The coronavirus pandemic in the United States has affected many businesses, however, Black-owned businesses were hit the hardest, according to a report by the Wall Street Journal. In the darkest period for small scale businesses in America, particularly Black businesses, many are innovating and finding new ways to stay afloat.
Starting a business in these uncertain times may be daunting but not for 15-year-old Layla Wallace, who has started her own cupcake shop called Layla’s Cool Pops. The teenpreneur has nurtured her business plan for nearly five years and it first came to her when she was in 5th grade.
She started Layla’s Cool Pops with her mom, Luchara Wallace, in 2016, serving the Kalamazoo area. After retiring from gymnastics, she needed something to focus on and took to baking as a way not only to make money but to help the less privileged in her society.
What began as a 4th-grade economics project is now a small neighborhood business. Layla’s products include cupcakes, cookie pops, brownies, and more. She also specializes in special orders and catered events. “It’s a very unique experience. Owning a business with my daughter, especially with her being 15 and a half.” Luchara told WBCV.
She recently received a grant of about $2,300 from the city of Kalamazoo’s Business Development Fund.
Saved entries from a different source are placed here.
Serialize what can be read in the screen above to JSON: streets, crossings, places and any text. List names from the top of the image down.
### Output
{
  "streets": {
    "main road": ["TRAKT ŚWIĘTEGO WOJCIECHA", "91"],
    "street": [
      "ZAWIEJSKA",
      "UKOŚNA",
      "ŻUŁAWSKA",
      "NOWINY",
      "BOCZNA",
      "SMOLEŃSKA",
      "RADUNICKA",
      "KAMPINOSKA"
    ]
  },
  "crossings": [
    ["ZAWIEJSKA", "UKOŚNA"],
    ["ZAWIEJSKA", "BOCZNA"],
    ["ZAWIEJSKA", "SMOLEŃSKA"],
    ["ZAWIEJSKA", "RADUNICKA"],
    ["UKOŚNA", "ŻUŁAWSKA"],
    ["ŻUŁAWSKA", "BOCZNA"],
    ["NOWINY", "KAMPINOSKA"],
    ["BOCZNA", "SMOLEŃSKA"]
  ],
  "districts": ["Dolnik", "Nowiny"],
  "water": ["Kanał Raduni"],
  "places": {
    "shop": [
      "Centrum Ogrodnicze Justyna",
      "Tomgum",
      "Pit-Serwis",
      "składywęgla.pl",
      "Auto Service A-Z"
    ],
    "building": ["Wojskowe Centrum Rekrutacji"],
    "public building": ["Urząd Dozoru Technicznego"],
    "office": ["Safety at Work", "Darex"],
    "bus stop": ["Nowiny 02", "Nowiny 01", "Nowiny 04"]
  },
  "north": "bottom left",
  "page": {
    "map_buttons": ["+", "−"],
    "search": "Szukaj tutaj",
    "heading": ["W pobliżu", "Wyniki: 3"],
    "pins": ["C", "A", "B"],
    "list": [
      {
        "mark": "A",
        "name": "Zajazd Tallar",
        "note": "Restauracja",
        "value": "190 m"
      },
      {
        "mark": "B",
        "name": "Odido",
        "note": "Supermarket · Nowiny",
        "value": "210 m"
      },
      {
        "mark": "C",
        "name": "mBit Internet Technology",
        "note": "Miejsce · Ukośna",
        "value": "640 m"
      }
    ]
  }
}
The fund was used for technical assistance, such as in setting up a website and social media accounts, and for signage.
Layla donates 10 percent of her proceeds to charitable organizations or communities in need. “I feel like I’ve gotten what I’ve needed and wanted, and they don’t get what I get to have,” Layla said of her desire to help homeless people, according to MLive. “I care about them because we’re all people and we all need certain things and sometimes they can’t get what they need.”
She also plans to raise enough funds to build shelters for the homeless in her community. “Layla’s Cool Pops was established to support Layla’s Sweets4Homeless Initiative,” her website reads. “It is a non-profit designed to ultimately purchase homes for homeless families and provide financial support to other organizations in the community committed to combatting homelessness.”
Combining school and business has not been easy for Layla, especially when certain basic work ethics are expected of her. In a statement to Black Business, she said: “I think that some people think that my work ethic would be different because I’m younger, so I have to prove them wrong by working really hard. I still get scared of talking with people, so I’m warming up to talking with people and I still do school so it’s kinda hard.”